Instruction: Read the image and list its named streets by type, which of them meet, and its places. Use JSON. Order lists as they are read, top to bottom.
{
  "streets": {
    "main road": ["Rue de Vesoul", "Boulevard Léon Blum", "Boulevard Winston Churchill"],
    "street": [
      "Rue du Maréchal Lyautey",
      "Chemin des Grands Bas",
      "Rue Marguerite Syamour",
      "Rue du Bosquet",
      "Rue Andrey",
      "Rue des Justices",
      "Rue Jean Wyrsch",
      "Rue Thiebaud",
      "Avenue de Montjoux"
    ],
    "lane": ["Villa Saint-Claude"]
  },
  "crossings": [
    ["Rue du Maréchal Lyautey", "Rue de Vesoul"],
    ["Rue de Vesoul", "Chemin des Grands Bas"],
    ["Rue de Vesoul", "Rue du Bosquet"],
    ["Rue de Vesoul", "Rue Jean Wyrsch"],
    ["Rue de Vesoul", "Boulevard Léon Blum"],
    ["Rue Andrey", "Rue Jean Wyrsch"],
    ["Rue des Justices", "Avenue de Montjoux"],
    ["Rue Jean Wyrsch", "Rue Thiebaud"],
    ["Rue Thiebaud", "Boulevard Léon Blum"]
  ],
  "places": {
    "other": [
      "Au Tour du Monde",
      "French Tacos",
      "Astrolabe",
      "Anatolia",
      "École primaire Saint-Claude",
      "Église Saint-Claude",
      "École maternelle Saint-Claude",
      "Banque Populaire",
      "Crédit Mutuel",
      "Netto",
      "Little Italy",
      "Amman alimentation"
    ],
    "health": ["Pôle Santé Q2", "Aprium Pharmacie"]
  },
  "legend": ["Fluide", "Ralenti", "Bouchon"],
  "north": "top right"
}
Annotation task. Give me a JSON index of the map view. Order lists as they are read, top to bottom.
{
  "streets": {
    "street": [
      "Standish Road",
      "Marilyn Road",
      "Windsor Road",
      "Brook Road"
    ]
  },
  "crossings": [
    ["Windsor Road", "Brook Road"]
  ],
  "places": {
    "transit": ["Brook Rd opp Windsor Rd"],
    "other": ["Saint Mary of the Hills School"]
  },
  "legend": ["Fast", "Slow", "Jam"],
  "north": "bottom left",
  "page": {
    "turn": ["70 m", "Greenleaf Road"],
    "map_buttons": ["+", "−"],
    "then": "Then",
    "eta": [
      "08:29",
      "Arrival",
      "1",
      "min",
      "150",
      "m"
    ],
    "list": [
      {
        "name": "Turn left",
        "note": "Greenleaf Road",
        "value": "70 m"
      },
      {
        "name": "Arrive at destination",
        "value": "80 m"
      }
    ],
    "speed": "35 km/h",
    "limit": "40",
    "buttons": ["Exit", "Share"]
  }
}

————————

■ EXERCISE
Repeat the entries shown above, every one, word for word.

■ TASK RESULT
Instruction: Read the image and list its named streets by type, which of them meet, and its places. Use JSON. Order lists as they are read, top to bottom.
{
  "streets": {
    "main road": ["Rue de Vesoul", "Boulevard Léon Blum", "Boulevard Winston Churchill"],
    "street": [
      "Rue du Maréchal Lyautey",
      "Chemin des Grands Bas",
      "Rue Marguerite Syamour",
      "Rue du Bosquet",
      "Rue Andrey",
      "Rue des Justices",
      "Rue Jean Wyrsch",
      "Rue Thiebaud",
      "Avenue de Montjoux"
    ],
    "lane": ["Villa Saint-Claude"]
  },
  "crossings": [
    ["Rue du Maréchal Lyautey", "Rue de Vesoul"],
    ["Rue de Vesoul", "Chemin des Grands Bas"],
    ["Rue de Vesoul", "Rue du Bosquet"],
    ["Rue de Vesoul", "Rue Jean Wyrsch"],
    ["Rue de Vesoul", "Boulevard Léon Blum"],
    ["Rue Andrey", "Rue Jean Wyrsch"],
    ["Rue des Justices", "Avenue de Montjoux"],
    ["Rue Jean Wyrsch", "Rue Thiebaud"],
    ["Rue Thiebaud", "Boulevard Léon Blum"]
  ],
  "places": {
    "other": [
      "Au Tour du Monde",
      "French Tacos",
      "Astrolabe",
      "Anatolia",
      "École primaire Saint-Claude",
      "Église Saint-Claude",
      "École maternelle Saint-Claude",
      "Banque Populaire",
      "Crédit Mutuel",
      "Netto",
      "Little Italy",
      "Amman alimentation"
    ],
    "health": ["Pôle Santé Q2", "Aprium Pharmacie"]
  },
  "legend": ["Fluide", "Ralenti", "Bouchon"],
  "north": "top right"
}
Annotation task. Give me a JSON index of the map view. Order lists as they are read, top to bottom.
{
  "streets": {
    "street": [
      "Standish Road",
      "Marilyn Road",
      "Windsor Road",
      "Brook Road"
    ]
  },
  "crossings": [
    ["Windsor Road", "Brook Road"]
  ],
  "places": {
    "transit": ["Brook Rd opp Windsor Rd"],
    "other": ["Saint Mary of the Hills School"]
  },
  "legend": ["Fast", "Slow", "Jam"],
  "north": "bottom left",
  "page": {
    "turn": ["70 m", "Greenleaf Road"],
    "map_buttons": ["+", "−"],
    "then": "Then",
    "eta": [
      "08:29",
      "Arrival",
      "1",
      "min",
      "150",
      "m"
    ],
    "list": [
      {
        "name": "Turn left",
        "note": "Greenleaf Road",
        "value": "70 m"
      },
      {
        "name": "Arrive at destination",
        "value": "80 m"
      }
    ],
    "speed": "35 km/h",
    "limit": "40",
    "buttons": ["Exit", "Share"]
  }
}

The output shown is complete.